The 4 Steps of Standing in Solidarity with LGBT People

I regularly find myself in conversation with people who feel deeply conflicted about how to love and respond to LGBT people: conservative minsters whose hearts have softened towards LGBT people, but whose theology has not; college chaplains who are suddenly finding themselves flummoxed by trans, queer, and gay students sitting in their office, struggling with faith and sexuality; parents, friends, siblings of gay people who see the damage done by the church and don’t know how to stop perpetuating that damage.

I often find it hard to sit with people in such cognitive dissonance. I find their theology destructive, their unwillingness to fully embrace LGBT people morally bankrupt. And yet, I also see the yearning within them for a better way forward than what they were given by their religious traditions. Many traditional people are ill at ease with their theology, and that is an uneasiness I can work with.

Every time I have one of these conversations, the question is the same: what do I do? How do resolve this?

For years now, I’ve been giving the same answer:

Read and learn as much as you can

The topic of gender and sexuality is gigantic, and you are fooling yourself if you think you can skirt by without adequate reading. An unbelievable amount of ink has been spilled on this subject, and the sooner you wade in the better. If you are not willing to make time to read and learn, then I beseech you to claim modest agnosticism on this subject, as true knowledge is earned, and chances are that you know less than you think you do.
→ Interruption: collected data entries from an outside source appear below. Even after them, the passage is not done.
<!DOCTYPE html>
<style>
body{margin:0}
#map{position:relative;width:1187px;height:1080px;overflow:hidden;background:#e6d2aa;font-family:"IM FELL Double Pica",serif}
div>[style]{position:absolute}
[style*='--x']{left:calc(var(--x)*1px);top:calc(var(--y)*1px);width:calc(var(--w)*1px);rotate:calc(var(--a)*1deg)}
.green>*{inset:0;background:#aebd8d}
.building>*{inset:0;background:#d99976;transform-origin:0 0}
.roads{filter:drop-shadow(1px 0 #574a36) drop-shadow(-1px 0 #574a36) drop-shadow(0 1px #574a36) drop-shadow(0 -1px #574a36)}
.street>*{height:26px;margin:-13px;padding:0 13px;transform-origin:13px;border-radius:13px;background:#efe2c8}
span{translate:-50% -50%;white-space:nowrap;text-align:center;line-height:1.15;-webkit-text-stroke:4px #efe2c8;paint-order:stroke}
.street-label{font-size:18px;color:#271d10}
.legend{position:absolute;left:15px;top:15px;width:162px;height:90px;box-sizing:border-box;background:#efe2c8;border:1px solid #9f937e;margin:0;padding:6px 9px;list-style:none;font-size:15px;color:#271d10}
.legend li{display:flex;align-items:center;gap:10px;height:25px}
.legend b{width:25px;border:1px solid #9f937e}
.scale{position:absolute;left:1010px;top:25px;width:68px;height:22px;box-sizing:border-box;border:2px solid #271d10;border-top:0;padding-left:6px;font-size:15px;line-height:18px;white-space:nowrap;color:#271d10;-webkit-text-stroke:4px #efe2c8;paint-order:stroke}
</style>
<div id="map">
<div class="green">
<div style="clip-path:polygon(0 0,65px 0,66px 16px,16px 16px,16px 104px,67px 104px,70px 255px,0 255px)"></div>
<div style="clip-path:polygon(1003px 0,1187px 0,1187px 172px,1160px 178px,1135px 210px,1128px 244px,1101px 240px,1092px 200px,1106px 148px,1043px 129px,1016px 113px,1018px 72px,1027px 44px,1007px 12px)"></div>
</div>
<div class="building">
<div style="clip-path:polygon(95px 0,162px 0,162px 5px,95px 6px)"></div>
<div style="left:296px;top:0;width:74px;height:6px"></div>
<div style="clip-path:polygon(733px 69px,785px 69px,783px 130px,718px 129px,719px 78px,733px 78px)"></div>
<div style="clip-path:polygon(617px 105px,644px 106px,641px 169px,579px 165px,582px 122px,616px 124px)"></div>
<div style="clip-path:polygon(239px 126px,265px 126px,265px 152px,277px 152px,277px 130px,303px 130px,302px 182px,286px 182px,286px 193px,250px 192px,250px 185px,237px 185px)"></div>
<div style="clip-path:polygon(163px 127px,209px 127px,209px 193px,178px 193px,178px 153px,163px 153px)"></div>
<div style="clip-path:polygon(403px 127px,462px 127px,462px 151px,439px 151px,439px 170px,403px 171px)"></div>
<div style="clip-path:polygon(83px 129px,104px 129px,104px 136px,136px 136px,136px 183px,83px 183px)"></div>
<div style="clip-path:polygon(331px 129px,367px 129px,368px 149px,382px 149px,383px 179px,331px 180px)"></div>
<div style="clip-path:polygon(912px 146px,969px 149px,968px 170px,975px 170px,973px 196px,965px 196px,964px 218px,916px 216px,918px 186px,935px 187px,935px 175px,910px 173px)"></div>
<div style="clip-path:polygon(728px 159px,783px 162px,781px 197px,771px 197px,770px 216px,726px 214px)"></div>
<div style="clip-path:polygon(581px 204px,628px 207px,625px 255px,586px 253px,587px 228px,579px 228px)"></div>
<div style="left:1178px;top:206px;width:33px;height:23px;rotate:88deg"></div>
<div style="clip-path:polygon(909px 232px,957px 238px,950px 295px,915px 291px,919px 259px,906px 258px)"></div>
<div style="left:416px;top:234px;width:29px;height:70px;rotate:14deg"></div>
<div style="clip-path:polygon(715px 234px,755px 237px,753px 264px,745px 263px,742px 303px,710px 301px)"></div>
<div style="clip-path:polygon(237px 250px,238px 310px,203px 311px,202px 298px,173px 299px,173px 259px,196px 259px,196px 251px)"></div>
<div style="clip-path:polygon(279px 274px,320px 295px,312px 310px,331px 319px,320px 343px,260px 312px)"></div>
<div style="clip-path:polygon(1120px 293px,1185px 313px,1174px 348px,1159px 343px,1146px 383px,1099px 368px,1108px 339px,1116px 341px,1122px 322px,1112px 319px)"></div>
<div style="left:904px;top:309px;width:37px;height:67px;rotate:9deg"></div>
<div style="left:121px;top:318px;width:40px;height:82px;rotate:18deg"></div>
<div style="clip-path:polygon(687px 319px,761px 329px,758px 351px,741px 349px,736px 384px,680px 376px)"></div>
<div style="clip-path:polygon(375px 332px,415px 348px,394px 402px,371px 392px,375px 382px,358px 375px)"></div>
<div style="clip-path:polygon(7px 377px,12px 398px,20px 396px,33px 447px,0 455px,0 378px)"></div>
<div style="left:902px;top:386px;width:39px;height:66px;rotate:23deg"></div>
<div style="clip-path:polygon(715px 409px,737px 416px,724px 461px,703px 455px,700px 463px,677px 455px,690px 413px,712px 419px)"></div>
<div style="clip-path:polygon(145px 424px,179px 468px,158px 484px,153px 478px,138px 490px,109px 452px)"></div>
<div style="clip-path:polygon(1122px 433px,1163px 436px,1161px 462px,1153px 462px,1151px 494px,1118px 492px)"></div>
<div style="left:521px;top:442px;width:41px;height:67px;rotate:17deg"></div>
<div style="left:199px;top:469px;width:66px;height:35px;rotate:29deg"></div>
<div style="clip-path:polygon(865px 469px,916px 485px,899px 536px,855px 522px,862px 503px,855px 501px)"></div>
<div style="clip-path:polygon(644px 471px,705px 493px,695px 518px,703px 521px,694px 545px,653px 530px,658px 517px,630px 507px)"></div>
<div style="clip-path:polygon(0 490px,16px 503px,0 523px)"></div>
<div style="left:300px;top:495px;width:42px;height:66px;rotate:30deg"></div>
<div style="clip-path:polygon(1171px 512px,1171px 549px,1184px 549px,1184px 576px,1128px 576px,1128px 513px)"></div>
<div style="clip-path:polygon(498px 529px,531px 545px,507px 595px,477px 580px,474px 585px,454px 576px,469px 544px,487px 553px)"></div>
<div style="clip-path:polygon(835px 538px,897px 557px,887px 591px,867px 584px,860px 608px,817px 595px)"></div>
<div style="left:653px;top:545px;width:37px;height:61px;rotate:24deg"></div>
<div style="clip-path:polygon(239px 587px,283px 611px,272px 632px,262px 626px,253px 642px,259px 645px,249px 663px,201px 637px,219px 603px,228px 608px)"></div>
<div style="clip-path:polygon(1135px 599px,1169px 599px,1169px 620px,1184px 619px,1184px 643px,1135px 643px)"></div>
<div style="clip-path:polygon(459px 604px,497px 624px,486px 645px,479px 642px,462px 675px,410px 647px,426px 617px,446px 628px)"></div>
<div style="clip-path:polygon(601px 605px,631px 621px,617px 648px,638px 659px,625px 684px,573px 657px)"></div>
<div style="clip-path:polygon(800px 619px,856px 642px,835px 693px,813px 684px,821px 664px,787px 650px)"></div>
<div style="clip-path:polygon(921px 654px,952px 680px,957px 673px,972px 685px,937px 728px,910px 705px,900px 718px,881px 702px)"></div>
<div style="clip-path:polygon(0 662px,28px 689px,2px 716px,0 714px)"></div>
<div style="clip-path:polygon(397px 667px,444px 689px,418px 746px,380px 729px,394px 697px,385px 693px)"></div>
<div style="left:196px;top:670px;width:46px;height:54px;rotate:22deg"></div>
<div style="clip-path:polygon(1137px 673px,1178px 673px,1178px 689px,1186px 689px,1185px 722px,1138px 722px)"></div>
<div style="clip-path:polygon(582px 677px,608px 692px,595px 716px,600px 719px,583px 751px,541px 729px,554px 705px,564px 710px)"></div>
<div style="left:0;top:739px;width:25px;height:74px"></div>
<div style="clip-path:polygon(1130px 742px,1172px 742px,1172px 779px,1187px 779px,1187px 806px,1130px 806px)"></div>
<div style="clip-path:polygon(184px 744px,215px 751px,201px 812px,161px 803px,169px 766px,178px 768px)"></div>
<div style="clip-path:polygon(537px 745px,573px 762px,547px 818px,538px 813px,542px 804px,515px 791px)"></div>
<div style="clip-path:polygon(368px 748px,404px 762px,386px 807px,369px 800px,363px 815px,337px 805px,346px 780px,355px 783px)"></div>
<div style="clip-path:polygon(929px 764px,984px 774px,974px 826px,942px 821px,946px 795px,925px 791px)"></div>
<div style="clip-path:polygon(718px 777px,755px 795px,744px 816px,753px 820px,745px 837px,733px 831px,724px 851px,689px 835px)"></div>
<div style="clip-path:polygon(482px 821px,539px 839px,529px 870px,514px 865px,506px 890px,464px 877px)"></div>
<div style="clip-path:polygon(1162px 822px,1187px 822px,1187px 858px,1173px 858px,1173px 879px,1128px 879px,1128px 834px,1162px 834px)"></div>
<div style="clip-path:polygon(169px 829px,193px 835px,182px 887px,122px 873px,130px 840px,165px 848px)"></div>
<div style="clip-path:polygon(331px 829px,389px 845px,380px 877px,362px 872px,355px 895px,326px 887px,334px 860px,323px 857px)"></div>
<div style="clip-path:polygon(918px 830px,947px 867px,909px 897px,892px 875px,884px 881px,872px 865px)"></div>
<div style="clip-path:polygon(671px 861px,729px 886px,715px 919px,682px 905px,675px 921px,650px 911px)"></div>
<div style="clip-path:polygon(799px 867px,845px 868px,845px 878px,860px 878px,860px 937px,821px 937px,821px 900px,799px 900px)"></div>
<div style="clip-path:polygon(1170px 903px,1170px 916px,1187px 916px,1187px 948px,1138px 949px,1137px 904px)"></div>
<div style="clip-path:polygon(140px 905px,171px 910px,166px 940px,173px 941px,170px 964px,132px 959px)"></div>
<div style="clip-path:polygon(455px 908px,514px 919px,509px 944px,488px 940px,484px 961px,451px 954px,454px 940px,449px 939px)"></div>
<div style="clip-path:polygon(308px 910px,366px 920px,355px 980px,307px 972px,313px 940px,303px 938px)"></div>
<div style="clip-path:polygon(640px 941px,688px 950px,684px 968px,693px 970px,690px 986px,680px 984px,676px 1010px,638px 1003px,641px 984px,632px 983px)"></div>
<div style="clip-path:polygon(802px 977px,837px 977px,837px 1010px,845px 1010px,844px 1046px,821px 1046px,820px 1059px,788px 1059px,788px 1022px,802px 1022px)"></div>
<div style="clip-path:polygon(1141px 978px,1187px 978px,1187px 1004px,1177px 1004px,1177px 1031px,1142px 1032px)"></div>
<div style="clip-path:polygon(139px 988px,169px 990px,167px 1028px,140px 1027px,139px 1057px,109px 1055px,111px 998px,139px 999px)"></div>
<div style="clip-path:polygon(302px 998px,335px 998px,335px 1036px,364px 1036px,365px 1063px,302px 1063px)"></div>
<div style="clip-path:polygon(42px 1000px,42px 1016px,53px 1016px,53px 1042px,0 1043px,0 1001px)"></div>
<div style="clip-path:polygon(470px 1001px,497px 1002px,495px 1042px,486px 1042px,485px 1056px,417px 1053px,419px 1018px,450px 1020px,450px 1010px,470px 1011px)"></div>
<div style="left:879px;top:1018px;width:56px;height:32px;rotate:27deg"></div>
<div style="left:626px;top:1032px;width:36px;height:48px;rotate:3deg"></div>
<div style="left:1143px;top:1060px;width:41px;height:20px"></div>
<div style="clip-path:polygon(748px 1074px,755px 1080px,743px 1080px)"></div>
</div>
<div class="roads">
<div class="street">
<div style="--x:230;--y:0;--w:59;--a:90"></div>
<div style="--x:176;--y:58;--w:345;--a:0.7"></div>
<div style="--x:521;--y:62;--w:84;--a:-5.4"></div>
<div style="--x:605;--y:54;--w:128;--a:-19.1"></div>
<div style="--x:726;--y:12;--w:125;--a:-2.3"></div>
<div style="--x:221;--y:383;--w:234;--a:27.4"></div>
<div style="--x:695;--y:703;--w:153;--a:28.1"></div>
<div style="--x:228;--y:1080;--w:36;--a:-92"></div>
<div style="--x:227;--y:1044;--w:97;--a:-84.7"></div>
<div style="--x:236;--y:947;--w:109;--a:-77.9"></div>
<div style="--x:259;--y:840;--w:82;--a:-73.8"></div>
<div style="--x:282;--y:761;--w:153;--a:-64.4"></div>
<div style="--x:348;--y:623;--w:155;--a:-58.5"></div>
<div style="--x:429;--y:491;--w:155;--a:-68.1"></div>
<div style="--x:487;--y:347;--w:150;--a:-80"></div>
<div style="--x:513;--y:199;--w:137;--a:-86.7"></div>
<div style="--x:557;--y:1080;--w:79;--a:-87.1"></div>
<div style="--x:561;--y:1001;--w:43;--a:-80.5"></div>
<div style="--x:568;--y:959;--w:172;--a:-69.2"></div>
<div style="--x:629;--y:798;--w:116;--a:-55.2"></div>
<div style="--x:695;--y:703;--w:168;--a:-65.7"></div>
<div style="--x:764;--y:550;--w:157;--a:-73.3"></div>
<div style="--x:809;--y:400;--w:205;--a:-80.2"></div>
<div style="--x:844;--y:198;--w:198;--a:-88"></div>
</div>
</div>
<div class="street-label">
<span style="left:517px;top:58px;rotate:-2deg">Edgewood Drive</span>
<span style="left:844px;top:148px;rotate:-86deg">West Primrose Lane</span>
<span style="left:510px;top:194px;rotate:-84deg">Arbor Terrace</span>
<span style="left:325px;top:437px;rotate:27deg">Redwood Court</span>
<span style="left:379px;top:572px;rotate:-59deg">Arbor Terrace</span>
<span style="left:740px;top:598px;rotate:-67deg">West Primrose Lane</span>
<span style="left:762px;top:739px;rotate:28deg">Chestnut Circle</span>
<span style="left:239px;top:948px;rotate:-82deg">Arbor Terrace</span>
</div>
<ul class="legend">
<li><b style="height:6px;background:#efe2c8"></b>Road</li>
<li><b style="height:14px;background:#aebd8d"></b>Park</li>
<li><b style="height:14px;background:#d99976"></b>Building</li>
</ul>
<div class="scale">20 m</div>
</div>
A few suggested entry points for reading:

Far From the Tree by Andrew Solomon

Washed and Waiting by Wesley Hill

Changing Our Mind by David Gushee

What’s Wrong with Homosexuality? by John Corvino

This is just a modest introduction, and I expect that you will explore far beyond the books recommended here.

Get to know LGBT people and become deeply engaged in their lives

Presuming, of course, that they are willing to have such a relationship. Many LGBT people are so wounded and done with Christianity that they may want nothing to do with you. Don’t take it personally, and cherish the relationships you can foster with LGBT folk.

As you get to know the LGBT community, you will discover the unimaginable diversity of the human race within our fold. You will find conservative trans people and boring cat people like myself. You will find radical nationalists, Trump supporters, Centrists, Marxists, radical leftists, monogamists, polyamorists, and disabled people. You will find the whole gamut of beliefs, race, culture, experience, health, and lifestyle. The more LGBT people you know, the better, as all the preconceived and dehumanizing narratives of what an LGBT person is or ought to be will start to melt away.

Be in it for the long haul

It will be all too easy to decide you’ve put in your credit hours on this subject and then call it case closed. I ask that you resist this impulse.

For those of us born into a sexual or gender minority, we never have the opportunity to turn it off. Even in our rapidly humanizing culture, LGBT people are still confronted with our difference every day. I could still get evicted from my apartment for being gay, and I could still lose my job for my orientation. I still confront deep wounds on a weekly or daily basis because of my past in church and ex-gay therapy. Many LGBT people are still caught in the death grip of reconciling gender and orientation to faith and religious community. For those of us who have found some measure of peace, it is hard earned — a peace attained with long suffering work and anguish.

The least you can do to stand in solidarity with us to refuse to disengage. Commit to learning and engaging with this subject for years, if not decades.

Let it fuck up your life

Being born into a gender or sexual minority has complicated our lives. The least you can do is to let it complicate yours, because if you engage with any measure of integrity, it will. It will devastate your theology, your clear-cut answers, and your certainty. It might make you question who and what God is, what the Bible is, and what it means to be human. It may give you sleepless nights. It may destroy your career — I have friends who have lost churches, teaching positions, and financial security because of how deeply their engagement altered their lives. Let it shake your faith, upend your life, and challenge your worldview. Anything less is not enough, and most significantly, is not Christlike.

If these 4 steps of solidarity with LGBT people seem like too tall an order, that’s ok. But don’t pretend you can speak with any sort of legitimacy on the subject if you haven’t undertaken this commitment.